Supplied entries below:

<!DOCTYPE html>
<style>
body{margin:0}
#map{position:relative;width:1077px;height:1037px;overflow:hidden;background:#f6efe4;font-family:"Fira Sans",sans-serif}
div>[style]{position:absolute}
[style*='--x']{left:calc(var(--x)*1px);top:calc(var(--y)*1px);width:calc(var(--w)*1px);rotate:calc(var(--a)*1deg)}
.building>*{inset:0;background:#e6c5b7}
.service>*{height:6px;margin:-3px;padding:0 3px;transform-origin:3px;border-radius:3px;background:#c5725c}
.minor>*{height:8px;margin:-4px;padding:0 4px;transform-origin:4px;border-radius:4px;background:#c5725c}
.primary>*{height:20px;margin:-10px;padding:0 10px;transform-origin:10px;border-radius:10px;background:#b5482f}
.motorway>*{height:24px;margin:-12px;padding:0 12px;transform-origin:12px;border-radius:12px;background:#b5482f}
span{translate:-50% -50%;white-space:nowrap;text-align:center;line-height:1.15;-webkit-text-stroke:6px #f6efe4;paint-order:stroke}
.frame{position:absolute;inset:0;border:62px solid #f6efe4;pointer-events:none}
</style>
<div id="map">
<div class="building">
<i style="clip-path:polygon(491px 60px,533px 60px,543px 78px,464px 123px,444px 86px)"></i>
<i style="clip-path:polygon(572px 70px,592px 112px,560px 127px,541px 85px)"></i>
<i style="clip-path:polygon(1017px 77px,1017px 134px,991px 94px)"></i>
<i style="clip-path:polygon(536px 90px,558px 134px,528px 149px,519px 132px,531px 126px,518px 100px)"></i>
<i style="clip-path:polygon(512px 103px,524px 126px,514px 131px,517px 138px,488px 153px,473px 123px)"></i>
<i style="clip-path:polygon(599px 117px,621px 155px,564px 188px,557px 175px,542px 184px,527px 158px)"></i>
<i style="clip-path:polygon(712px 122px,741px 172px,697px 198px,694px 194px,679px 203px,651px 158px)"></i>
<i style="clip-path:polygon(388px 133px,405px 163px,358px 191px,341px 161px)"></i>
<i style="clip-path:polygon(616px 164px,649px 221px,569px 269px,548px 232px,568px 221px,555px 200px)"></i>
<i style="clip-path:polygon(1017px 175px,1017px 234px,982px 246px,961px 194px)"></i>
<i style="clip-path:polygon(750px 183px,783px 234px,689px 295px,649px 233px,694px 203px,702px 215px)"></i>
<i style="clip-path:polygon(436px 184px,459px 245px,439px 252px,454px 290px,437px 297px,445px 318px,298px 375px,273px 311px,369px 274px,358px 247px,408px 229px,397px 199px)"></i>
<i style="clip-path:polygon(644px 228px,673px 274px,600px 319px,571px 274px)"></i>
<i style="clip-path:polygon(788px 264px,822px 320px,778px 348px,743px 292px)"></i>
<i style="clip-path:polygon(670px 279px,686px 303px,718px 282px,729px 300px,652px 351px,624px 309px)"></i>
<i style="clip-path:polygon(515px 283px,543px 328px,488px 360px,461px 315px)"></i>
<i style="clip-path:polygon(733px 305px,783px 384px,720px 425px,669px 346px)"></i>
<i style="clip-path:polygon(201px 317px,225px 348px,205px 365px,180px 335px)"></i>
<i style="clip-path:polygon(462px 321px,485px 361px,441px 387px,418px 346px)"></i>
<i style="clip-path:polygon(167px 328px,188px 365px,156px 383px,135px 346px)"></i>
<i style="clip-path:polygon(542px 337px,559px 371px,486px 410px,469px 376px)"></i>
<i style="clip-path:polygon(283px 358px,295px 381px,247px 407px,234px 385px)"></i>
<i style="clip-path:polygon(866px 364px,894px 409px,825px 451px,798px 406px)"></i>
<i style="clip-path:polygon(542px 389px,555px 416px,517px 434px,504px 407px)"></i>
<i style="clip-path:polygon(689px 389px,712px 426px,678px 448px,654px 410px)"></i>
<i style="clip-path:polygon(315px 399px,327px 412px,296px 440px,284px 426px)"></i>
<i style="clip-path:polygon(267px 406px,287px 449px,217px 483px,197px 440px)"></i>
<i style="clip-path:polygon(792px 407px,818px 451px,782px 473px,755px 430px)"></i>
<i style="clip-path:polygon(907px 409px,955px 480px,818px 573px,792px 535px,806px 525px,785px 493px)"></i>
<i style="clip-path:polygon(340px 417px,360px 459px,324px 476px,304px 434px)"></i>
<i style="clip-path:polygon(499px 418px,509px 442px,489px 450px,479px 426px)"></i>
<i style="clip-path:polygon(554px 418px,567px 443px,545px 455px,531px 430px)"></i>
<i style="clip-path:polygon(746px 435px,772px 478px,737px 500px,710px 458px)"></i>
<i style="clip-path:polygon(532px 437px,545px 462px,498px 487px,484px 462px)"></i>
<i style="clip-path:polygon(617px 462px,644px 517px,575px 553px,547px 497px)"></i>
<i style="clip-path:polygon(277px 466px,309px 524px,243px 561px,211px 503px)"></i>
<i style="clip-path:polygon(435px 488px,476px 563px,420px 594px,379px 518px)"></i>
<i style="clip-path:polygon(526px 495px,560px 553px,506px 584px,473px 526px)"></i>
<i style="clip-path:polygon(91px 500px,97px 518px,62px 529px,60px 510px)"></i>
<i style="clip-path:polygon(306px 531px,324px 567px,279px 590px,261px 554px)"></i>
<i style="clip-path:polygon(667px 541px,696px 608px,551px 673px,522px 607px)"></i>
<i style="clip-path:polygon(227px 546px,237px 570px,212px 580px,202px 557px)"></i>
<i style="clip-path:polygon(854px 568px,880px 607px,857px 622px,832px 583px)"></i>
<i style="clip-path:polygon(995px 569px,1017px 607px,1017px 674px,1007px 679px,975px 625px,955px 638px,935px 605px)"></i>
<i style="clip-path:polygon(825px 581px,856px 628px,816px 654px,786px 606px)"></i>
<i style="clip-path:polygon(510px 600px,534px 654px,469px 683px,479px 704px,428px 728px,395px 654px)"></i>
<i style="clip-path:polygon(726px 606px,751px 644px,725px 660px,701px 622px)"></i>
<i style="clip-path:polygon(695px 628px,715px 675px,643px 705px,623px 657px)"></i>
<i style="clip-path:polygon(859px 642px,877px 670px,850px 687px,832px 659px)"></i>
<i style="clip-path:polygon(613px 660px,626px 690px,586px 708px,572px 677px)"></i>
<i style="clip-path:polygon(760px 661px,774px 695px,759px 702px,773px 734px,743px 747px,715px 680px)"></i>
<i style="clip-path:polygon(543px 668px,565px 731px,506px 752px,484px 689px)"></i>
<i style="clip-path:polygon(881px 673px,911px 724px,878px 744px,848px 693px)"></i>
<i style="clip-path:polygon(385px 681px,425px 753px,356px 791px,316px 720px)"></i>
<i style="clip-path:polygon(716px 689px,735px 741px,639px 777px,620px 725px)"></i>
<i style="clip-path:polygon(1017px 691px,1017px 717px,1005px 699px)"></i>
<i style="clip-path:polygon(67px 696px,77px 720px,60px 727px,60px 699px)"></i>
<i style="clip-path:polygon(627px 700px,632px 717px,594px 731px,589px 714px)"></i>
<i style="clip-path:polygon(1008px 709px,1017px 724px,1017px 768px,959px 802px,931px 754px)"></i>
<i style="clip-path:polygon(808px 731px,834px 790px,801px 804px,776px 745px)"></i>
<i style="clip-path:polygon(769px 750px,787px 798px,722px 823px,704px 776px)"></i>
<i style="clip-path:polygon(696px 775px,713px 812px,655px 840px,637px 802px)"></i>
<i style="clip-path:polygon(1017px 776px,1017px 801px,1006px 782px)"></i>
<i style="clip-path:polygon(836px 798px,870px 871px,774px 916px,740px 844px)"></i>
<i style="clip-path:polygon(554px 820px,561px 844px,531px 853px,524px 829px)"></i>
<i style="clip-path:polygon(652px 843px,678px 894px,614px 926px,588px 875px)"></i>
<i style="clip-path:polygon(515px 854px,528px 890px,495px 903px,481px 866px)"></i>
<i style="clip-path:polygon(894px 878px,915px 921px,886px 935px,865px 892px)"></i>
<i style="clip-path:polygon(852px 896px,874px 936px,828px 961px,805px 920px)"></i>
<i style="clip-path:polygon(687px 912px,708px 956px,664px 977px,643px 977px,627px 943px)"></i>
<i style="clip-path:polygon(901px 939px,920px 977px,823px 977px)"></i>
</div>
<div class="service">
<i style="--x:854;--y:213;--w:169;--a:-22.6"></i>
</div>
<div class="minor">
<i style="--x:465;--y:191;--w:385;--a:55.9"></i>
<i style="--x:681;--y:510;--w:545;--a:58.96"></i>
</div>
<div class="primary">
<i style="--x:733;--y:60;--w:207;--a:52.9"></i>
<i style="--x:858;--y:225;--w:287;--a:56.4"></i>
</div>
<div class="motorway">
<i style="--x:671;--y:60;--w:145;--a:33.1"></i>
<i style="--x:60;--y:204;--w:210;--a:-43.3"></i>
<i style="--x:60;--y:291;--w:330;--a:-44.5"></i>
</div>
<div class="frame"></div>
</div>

End of Supplied entries.

Taking the records above line by line, count those that hold the word "width"; the number is the entire answer.

-- Answer for this exercise --
2